Work order> Transcribe the entries below exactly from their first line through the line containing "-12px;border-radius:10px;box-shadow:0 0 6px", and let no picture into the copy.

Saved entries
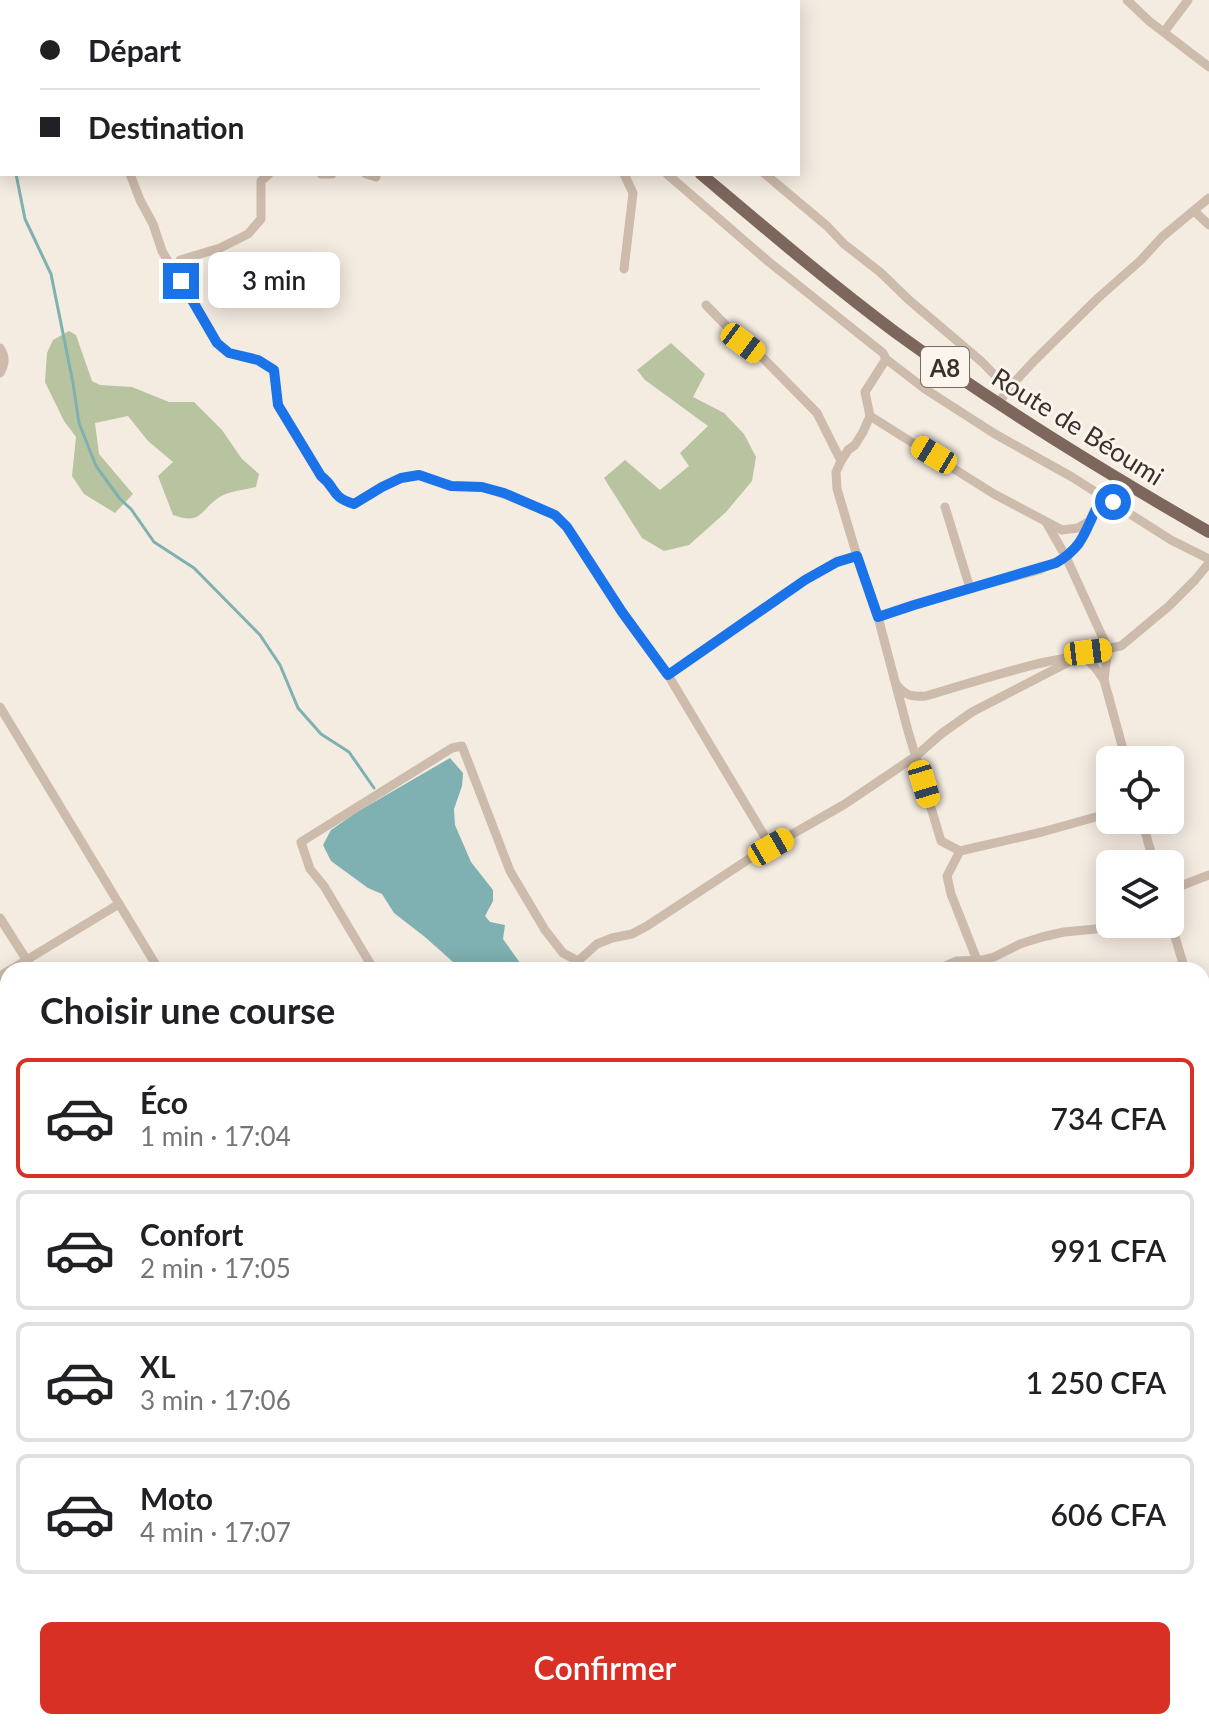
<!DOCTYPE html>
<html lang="fr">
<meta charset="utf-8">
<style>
body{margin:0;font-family:Lato,sans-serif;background:#f6f6f6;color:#202124;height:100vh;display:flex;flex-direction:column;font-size:30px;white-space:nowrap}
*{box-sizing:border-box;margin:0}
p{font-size:26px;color:#757577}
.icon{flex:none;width:44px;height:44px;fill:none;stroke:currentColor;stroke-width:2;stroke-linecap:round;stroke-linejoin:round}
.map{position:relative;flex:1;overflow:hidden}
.details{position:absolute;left:0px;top:962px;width:1210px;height:768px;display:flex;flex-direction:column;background:#fff;border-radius:24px 24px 0 0;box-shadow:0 4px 20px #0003}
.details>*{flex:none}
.hud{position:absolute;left:0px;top:0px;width:800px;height:176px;box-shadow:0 4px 20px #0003;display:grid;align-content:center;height:176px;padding:0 40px;background:#fff}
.controls{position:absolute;left:1096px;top:746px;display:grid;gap:16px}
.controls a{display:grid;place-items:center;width:88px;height:88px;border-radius:12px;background:#fff;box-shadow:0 4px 20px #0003;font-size:40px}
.end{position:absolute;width:36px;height:36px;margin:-18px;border:10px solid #1a73e8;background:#fff;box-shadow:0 0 0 4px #fff}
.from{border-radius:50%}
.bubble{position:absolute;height:56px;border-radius:12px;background:#fff;box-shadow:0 4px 20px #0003;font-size:26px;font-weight:600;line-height:56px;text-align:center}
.car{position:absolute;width:24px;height:48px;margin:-24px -12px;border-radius:10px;box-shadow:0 0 6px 2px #0007;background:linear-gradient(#f5c518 24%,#345 0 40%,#f5c518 0 76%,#345 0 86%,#f5c518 0)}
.hud b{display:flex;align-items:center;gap:28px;height:76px;font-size:30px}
.hud b+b{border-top:2px solid #e0e0e0}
.hud i{width:20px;height:20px;background:#202124}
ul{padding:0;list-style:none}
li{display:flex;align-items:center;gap:24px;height:120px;margin:0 16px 12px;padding:0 24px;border:4px solid #e0e0e0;border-radius:12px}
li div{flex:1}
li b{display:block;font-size:30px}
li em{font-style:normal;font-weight:600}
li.active{border-color:#d93025}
li>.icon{width:72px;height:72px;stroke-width:1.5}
h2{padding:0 40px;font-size:36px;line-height:96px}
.primary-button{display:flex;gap:16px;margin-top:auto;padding:16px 40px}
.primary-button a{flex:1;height:92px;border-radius:12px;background:#d93025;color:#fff;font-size:32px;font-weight:600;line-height:92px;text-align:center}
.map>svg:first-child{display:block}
.green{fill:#b8c4a0}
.water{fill:#7fb0b2}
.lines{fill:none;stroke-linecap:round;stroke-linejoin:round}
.stream{stroke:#7fb0b2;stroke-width:3}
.minor{stroke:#cdbbac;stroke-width:9}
.major{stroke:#7d675c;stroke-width:12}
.route{stroke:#1a73e8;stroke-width:10}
.labels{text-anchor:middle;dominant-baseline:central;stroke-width:6;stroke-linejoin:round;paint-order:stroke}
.shield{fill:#fbf5ee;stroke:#756b66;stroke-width:2}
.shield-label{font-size:24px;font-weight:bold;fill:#3b302b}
.street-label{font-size:26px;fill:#3b302b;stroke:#fbf5ee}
</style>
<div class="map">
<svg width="1209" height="1730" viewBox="0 0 1209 1730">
<rect width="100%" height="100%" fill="#f4ebe1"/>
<!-- green -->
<g class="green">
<path d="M69,331L76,335L92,381L100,385L132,387L169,402H194L222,430L242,459L259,474L256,487C244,490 228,491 218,498C199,512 201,525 173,515L158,476L173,462L148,441L128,416L95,423L99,454L133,494L115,513L84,494L72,476L76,437L64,421L45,382L47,353L53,340Z"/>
<path d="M671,343L705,374L693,397L724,413L744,434L756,457L752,481L726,512L689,545L664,551L642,538L604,478L625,460L660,490L689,466L680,453L708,426L645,380L637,370Z"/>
</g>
<!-- water -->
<path class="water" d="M450,758L463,773L462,786L454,809L455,825L471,862L493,890V901L485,916L490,922L505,925L503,939L525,970H462L425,937L394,913L382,894L368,888L331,861L323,845L331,830L357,812Z"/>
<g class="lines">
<!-- stream -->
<g class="stream">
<path d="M370,0L372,2"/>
<path d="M0,110L2,113"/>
<path d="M16,174L25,219L51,274L73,383L79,423L96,466L120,499L131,509L154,542L194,568L260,635L280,665L298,708L321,734L349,752L374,788"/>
</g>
<!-- minor -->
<g class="minor">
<path d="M127,0L128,2"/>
<path d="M1127,0L1149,21L1209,67"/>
<path d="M1164,32L1188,0"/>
<path d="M130,174L140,200L153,224L162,251L217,343L229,353L258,360L274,370L278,405L321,476C338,488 329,496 354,504L382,487L401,478L419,475L451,486L482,487L518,499L555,515L567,527L622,612L668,675L771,847"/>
<path d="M321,174H332"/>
<path d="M366,174L376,177"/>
<path d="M667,174L769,262L883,353L886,359L925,389L995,434L1072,477L1171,540L1209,559"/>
<path d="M765,174L827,226L844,244L880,272L909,300L982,362L1008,389"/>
<path d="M1194,211L1209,225"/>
<path d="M624,269L633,193L624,174"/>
<path d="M174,270L180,260L220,248L248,234L261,219V181L269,174"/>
<path d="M706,305L743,343L764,359L817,413L841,461"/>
<path d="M0,348C6,357 5,364 0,373"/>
<path d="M886,359L865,392L870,416L863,432L855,445L848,450L841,461L836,472L837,489L857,556L878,617L908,731L941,841L960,851L947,876L951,894L977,960"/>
<path d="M999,403L1008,389L1035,360L1098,298L1141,260L1162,237L1209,198"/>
<path d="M870,416L994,494L1062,530L1078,528L1090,521"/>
<path d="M945,507L970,588"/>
<path d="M1046,522L1066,557L1108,649L1104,680L1126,760"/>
<path d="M878,617L959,591L1039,570L1066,557L1079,545L1094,511L1103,497"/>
<path d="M668,675L805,580L837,562L857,556"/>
<path d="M896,684C905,696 912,697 926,696C951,689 1066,651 1083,658C1092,662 1098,671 1104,680"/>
<path d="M0,707L159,970"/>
<path d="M1142,820L1154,864"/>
<path d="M960,851L1042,832L1110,813"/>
<path d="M1170,890L1209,875"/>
<path d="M0,918L33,970"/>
<path d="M1170,920L1185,970"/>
<path d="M578,961L597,944L612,938L632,934L647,926L749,859L845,804L916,756L941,734L972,712L1088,652L1121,646L1169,606L1195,580L1209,563"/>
<path d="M935,967H943L957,961L982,960L994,957L1020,944L1042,937L1064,932L1096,929L1110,922"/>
<path d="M10,970L119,904"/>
<path d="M374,970L324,886L310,869L301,842L452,748L462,746L510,871L545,930L563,953L578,961L580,970"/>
<path d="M0,976L8,971"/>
<path d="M1202,1028L1209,1051"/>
<path d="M0,1090L8,1084"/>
<path d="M0,1431L8,1429"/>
<path d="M1202,1539L1209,1538"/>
<path d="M1056,1730L1059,1722"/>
<path d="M1123,1730L1125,1722"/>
</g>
<!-- major -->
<g class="major">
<path d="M499,0L501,2"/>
<path d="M701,174C765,228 828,282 895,332C995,405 1101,470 1209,532"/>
<path d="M1202,1288L1209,1287"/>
<path d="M0,1454L8,1452"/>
</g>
</g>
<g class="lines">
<!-- route -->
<path class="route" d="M181,281L217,343L229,353L258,360L274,370L278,405L321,476C338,489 329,496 354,504L382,487L401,478L419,475L451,486L482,487L504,493L555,515L567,527L622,612L668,675L805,580L837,562L857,556L878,617L914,605L1056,563C1088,544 1085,525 1103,497L1113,502"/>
</g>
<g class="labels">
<!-- shield labels -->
<rect class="shield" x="921" y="347" width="48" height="40" rx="6"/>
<g class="shield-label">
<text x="945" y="367">A8</text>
</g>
<!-- street labels -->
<g class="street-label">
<text transform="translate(1078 426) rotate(32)">Route de Béoumi</text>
</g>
</g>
</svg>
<div class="controls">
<a><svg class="icon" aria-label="locate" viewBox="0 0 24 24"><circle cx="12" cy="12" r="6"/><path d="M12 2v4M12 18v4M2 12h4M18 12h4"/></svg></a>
<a><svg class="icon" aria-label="layers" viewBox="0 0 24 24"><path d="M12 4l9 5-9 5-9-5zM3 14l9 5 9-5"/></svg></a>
</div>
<i class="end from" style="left:1113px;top:502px"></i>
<i class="end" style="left:181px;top:281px"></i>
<div class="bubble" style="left:208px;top:252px;width:132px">3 min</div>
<i class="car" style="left:743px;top:343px;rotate:127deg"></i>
<i class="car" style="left:934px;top:455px;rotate:301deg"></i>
<i class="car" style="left:1088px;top:652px;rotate:83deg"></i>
<i class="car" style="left:924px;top:784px;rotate:163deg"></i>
<i class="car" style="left:771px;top:847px;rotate:60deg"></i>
<div class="hud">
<b><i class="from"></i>Départ</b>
<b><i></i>Destination</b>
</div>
<section class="details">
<h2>Choisir une course</h2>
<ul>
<li class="active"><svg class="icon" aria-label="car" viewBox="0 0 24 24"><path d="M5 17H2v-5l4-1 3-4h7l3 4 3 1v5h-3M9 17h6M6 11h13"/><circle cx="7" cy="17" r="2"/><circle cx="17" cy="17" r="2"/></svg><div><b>Éco</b><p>1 min · 17:04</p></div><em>734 CFA</em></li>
<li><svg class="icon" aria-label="car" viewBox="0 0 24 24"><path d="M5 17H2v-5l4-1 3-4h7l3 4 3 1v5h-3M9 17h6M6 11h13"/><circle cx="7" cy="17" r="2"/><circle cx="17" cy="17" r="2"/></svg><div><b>Confort</b><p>2 min · 17:05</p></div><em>991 CFA</em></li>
<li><svg class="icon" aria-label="car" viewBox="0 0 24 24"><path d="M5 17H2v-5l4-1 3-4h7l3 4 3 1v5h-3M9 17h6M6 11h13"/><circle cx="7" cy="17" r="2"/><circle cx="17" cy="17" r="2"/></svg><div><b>XL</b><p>3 min · 17:06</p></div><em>1 250 CFA</em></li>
<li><svg class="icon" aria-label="car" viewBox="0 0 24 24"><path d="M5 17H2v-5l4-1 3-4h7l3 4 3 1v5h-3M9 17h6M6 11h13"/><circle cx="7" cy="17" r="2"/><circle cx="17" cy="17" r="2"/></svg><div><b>Moto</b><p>4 min · 17:07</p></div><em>606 CFA</em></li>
</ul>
<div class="primary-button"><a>Confirmer</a></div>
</section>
</div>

Result of this exercise>
<!DOCTYPE html>
<html lang="fr">
<meta charset="utf-8">
<style>
body{margin:0;font-family:Lato,sans-serif;background:#f6f6f6;color:#202124;height:100vh;display:flex;flex-direction:column;font-size:30px;white-space:nowrap}
*{box-sizing:border-box;margin:0}
p{font-size:26px;color:#757577}
.icon{flex:none;width:44px;height:44px;fill:none;stroke:currentColor;stroke-width:2;stroke-linecap:round;stroke-linejoin:round}
.map{position:relative;flex:1;overflow:hidden}
.details{position:absolute;left:0px;top:962px;width:1210px;height:768px;display:flex;flex-direction:column;background:#fff;border-radius:24px 24px 0 0;box-shadow:0 4px 20px #0003}
.details>*{flex:none}
.hud{position:absolute;left:0px;top:0px;width:800px;height:176px;box-shadow:0 4px 20px #0003;display:grid;align-content:center;height:176px;padding:0 40px;background:#fff}
.controls{position:absolute;left:1096px;top:746px;display:grid;gap:16px}
.controls a{display:grid;place-items:center;width:88px;height:88px;border-radius:12px;background:#fff;box-shadow:0 4px 20px #0003;font-size:40px}
.end{position:absolute;width:36px;height:36px;margin:-18px;border:10px solid #1a73e8;background:#fff;box-shadow:0 0 0 4px #fff}
.from{border-radius:50%}
.bubble{position:absolute;height:56px;border-radius:12px;background:#fff;box-shadow:0 4px 20px #0003;font-size:26px;font-weight:600;line-height:56px;text-align:center}
.car{position:absolute;width:24px;height:48px;margin:-24px -12px;border-radius:10px;box-shadow:0 0 6px 2px #0007;background:linear-gradient(#f5c518 24%,#345 0 40%,#f5c518 0 76%,#345 0 86%,#f5c518 0)}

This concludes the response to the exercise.